I’m first having a look at the html
[code lang=text]
<a href=”http://testurl”>Link</a>
[/code]
As all I’m interested in is getting a variable with a clean url in it, I could just split by ” as well.
for string fields this results in the following piece of code:
[code lang=text]
if ($value.Contains(“https://”) -or $value.Contains(“http://”) -or $value.Contains(“http://”) -or $value.Contains(“https://”) ) {
try {
$words = $value.split(” “)
foreach ($word in $words) {
$quotesplitwords = $word.split(“`””)
foreach ($quotesplitword in $quotesplitwords)
{
if ($quotesplitword.Contains(“https://”) -or $quotesplitword.Contains(“http://”) -or $quotesplitword.Contains(“http://”) -or $quotesplitword.Contains(“https://”) ) {
if ((invoke-webrequest $quotesplitword.Replace(“:”, “:”) -DisableKeepAlive -UseBasicParsing -Method head).StatusCode -ne 200){
Write-Host “Broken link:” $quotesplitword
}
}
}
}
}
catch
{
Write-Host “Broken link:” $quotesplitword
}
}
[/code]
This code now only gives one false positive:
If urls appear in text, without these being actual clickable hyperlinks then the script will flag them up. Actually any text that contains http will be flagged up as a broken link. Well for now I’m going to decide to live with that.

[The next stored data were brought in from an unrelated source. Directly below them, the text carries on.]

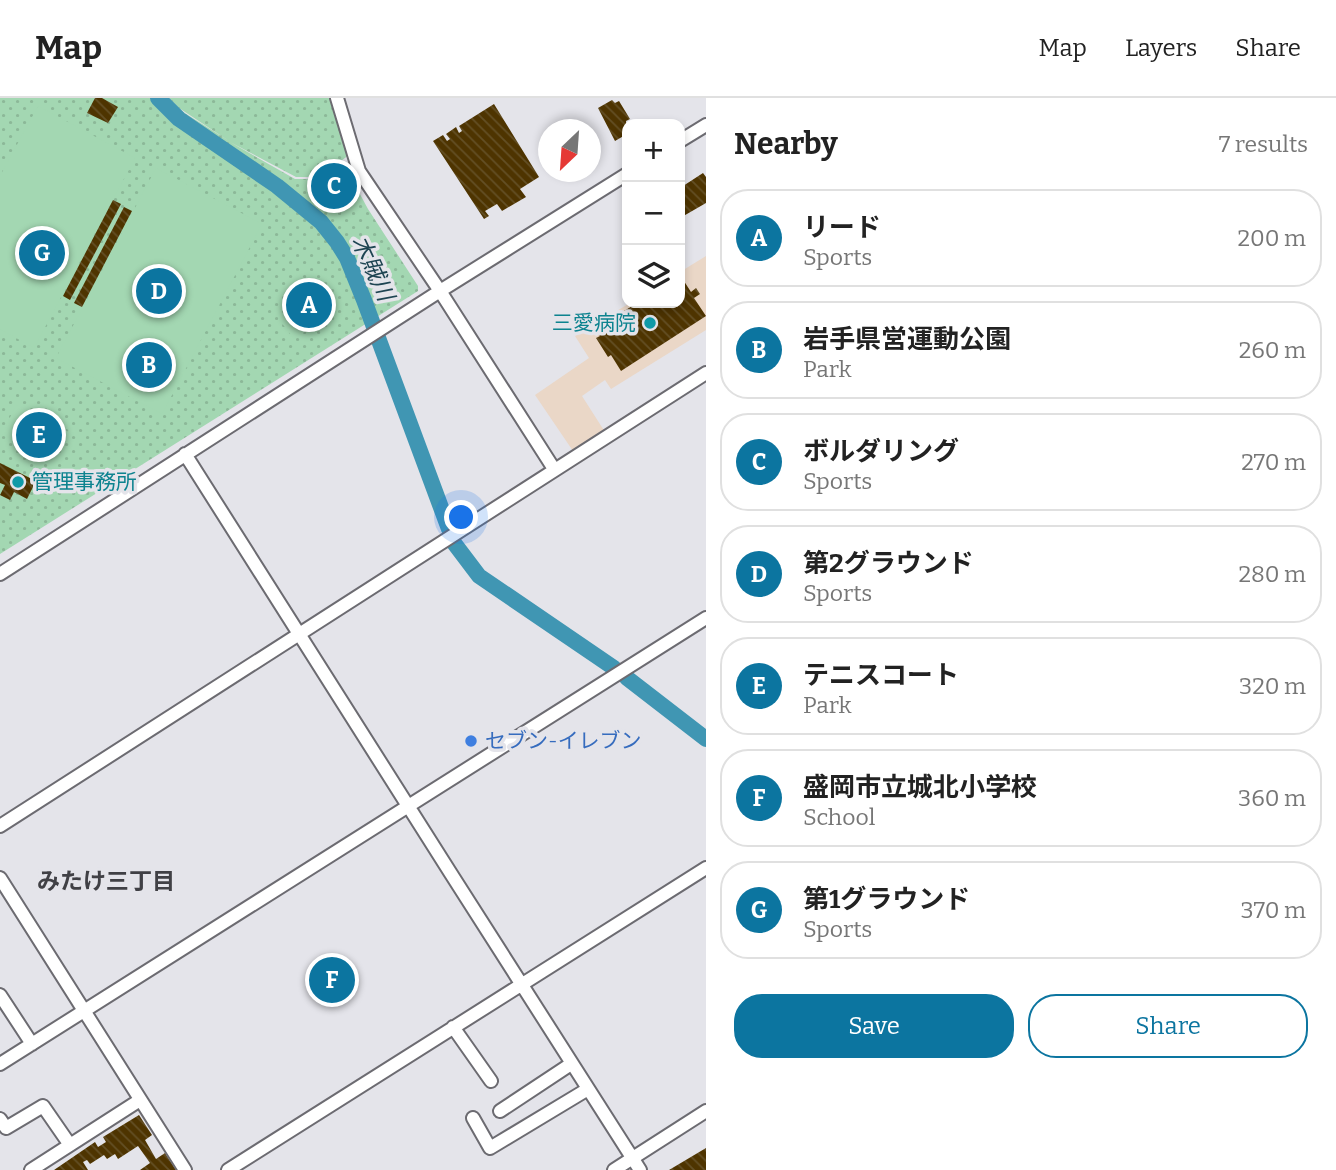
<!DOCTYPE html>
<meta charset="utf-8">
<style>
:root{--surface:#fff;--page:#f2f2f2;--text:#222;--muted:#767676;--line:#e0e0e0;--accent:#0c75a0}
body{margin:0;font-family:Bitter,"Noto Sans JP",serif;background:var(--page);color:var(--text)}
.controls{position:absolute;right:21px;top:21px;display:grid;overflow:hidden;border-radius:14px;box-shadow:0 4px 10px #0003}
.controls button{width:63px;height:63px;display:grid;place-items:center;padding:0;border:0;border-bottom:2px solid var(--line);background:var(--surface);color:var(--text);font:35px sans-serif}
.compass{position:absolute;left:538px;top:21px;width:63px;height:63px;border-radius:50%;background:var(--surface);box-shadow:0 4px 10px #0003;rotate:205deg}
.you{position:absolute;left:462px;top:420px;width:24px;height:24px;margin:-18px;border:5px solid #fff;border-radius:50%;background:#1a73e8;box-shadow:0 0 0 10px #1a73e833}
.badge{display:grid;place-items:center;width:46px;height:46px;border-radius:50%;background:var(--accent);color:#fff;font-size:23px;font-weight:700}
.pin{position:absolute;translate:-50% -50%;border:4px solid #fff;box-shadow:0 2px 7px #0006}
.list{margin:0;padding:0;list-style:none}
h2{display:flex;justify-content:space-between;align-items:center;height:91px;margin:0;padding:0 28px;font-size:30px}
h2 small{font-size:23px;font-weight:400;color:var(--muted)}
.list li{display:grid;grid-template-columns:46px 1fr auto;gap:21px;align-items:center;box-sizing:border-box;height:98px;margin:0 14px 14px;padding:0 14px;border:2px solid var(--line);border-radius:28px}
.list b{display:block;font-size:26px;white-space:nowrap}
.list p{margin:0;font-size:23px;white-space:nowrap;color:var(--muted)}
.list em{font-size:23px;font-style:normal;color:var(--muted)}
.actions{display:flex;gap:14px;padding:21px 28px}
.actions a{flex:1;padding:16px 0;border:2px solid var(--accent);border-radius:28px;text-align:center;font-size:24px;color:var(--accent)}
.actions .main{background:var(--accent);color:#fff}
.icon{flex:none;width:38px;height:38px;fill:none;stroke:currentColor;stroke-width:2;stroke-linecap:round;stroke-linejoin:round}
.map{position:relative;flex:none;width:706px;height:1072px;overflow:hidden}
header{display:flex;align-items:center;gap:42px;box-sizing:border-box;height:98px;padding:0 35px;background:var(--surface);border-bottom:2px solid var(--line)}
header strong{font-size:33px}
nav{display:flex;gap:38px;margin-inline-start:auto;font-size:24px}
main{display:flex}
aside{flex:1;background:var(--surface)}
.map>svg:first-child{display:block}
</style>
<header>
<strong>Map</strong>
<nav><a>Map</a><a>Layers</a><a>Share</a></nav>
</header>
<main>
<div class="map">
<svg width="706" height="1072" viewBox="0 0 706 1072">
<defs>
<pattern id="park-dots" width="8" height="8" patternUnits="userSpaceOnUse" patternTransform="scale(1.75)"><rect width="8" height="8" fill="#a3d7b2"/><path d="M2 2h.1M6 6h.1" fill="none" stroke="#8cb898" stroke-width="1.8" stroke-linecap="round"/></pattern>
<pattern id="building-back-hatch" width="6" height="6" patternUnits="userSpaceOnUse" patternTransform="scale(1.75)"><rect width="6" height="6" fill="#4e3400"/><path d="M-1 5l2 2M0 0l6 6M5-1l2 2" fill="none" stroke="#634f25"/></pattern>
</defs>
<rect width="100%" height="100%" fill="#e4e4ea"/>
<!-- medical -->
<path fill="#ead7c7" d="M706,158V232L611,291L605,282L582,298L605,334L573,353L535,297L589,260L575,238L630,205H680V174Z"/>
<!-- park -->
<path fill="url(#park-dots)" d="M0,0H167L180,12L229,43L179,10L169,0H332L349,57L319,79H296L230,44L295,81H319L342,63L368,111L418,188V193L0,456Z"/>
<!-- pitch -->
<path fill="#a3d7b2" d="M38,8L135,60L34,250L0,231V78Z
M156,70L262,126L162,316L56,260Z
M309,189L325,213L308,225L292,202Z
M294,208L310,230L294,241L278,220Z
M16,307L30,314L15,343L2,336Z
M36,317L50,324L35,353L21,346Z
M56,328L69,334L55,363L41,357Z"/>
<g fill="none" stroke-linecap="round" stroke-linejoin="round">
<!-- river -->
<path stroke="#4096b3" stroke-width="16" d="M158,0L179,21L277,88L321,124L337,144L347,160L364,202L449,431
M454,445L479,478L614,570
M627,580L706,641"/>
</g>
<!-- building -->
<path fill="url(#building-back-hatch)" d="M95,0H102L118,9L108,25L87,15Z
M612,2L615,5L619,3L630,21L626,23L627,36L615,43L598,10Z
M494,6L539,79L520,91L526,99L502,113L497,106L485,113L489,118L484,121L433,43L443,37L447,43L450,41L446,36L456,29L459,35L462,33L459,28Z
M703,75L706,79V105L680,120V90Z
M113,102L121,106L70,202L63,198Z
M124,109L132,113L82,209L74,205Z
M680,177L691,194L696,190L700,196L694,200L706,218L621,273L611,257L608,259L596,240L600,238L595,231L637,205H680Z
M0,365L36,383L27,401L14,394L10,402L0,397L5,387L0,385Z
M139,1017L152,1037L145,1042L156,1061L165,1055L176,1072H140L150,1065L138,1048L118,1061L115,1056L107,1061L104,1057L90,1066L87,1062L83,1064L88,1072H54L95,1044L98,1049L106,1044L103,1039Z
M706,1050V1072H669Z"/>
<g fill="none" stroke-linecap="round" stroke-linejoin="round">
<!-- minor casing -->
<g stroke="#6c6b71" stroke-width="16">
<path id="minor" d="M337,0L359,73L440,193L554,371
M680,43L706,27
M185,356C337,595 487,834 640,1072
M0,476L440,193L627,76
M0,728L706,275
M0,780L185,1072
M0,897L32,946
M453,929L491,983
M0,966L706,520
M500,1013L571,966
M473,1020L490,1050L588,991
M0,1021L6,1030L43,1008L70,1047
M31,1072L140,1002
M228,1072L706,770
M614,1072L706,1013"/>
</g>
<!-- minor -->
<use href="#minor" stroke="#fff" stroke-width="12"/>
</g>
<!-- markers -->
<g fill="#0f9aa8" stroke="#e4e4ea" stroke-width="2.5">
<circle cx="650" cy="225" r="7"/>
<circle cx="18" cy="384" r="7"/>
</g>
<circle fill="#3f7fe0" stroke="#e4e4ea" stroke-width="2.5" cx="471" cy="643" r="7"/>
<g text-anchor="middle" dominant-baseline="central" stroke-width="7" stroke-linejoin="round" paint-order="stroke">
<!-- culture labels -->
<g font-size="21" fill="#0d838f" stroke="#e4e4ea" text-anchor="end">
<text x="636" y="225">三愛病院</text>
<text x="32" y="384" text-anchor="start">管理事務所</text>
</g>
<!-- shop labels -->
<g font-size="21" fill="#366cbe" stroke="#e4e4ea" text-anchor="start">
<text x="485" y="643">セブン-イレブン</text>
</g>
<!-- water labels -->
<g font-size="23" font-style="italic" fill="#1e4452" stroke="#e4e4ea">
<text transform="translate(373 170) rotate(65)">木賊川</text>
</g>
<!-- neighbourhood labels -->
<g font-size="23" font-weight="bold" fill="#404045" stroke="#e4e4ea">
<text x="106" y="783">みたけ三丁目</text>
</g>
</g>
</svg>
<div class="controls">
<button>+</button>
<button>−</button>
<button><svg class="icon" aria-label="layers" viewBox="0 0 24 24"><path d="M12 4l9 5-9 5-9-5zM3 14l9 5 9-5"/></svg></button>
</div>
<svg class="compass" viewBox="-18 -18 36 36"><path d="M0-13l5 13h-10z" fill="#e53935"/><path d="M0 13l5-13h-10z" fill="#767676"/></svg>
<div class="you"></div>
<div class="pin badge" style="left:309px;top:207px">A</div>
<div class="pin badge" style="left:149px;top:267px">B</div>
<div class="pin badge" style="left:334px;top:88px">C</div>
<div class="pin badge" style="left:159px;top:193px">D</div>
<div class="pin badge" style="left:39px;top:337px">E</div>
<div class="pin badge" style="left:332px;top:882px">F</div>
<div class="pin badge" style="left:42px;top:155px">G</div>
</div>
<aside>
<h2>Nearby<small>7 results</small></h2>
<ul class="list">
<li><span class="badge">A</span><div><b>リード</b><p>Sports</p></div><em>200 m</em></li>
<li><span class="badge">B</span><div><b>岩手県営運動公園</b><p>Park</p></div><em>260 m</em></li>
<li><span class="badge">C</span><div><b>ボルダリング</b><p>Sports</p></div><em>270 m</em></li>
<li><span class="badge">D</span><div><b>第2グラウンド</b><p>Sports</p></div><em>280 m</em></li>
<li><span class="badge">E</span><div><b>テニスコート</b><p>Park</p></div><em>320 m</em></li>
<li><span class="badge">F</span><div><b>盛岡市立城北小学校</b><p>School</p></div><em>360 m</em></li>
<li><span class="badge">G</span><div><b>第1グラウンド</b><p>Sports</p></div><em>370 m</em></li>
</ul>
<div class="actions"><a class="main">Save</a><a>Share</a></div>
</aside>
</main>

Not sure though if this will be ok for the leftover locations that may contain broken links.
So this now covers finding broken urls within list items. there is still quite a bit of work to do.
- Pages
- Documents in libraries
- Web Parts
But these elements will be done within the next part of this series. Now that we have code that finds Urls within text we are half way there.
Can’t wait for part III!
Sorry, a had a client that needed this a few years ago. But we never got to fully implement the whole solution. If I get a client whobdoes want the rest as well then I might complete this series.
Using Invoke-Webrequest, I am able to find broken SP sites but for site pages it is still returning me 200 status for broken pages , Any suggestions?
You could try and read the page and look at the content. The non existing page will not have any content.
I guess there was no part 3? This definitely got me started, and I got it all sorted out for the most part now, but I found that the lists were harder to filter through than regular pages. Especially fields that were multi line or allowed for the special features. No matter twhat you do, the text comes out with multipl lines and won’t filter properly. I ended up making a scratch file to dump the text to and then to do a get-content … – raw.
Indeed, I never got to finishing this series as the client didn’t want this to be done.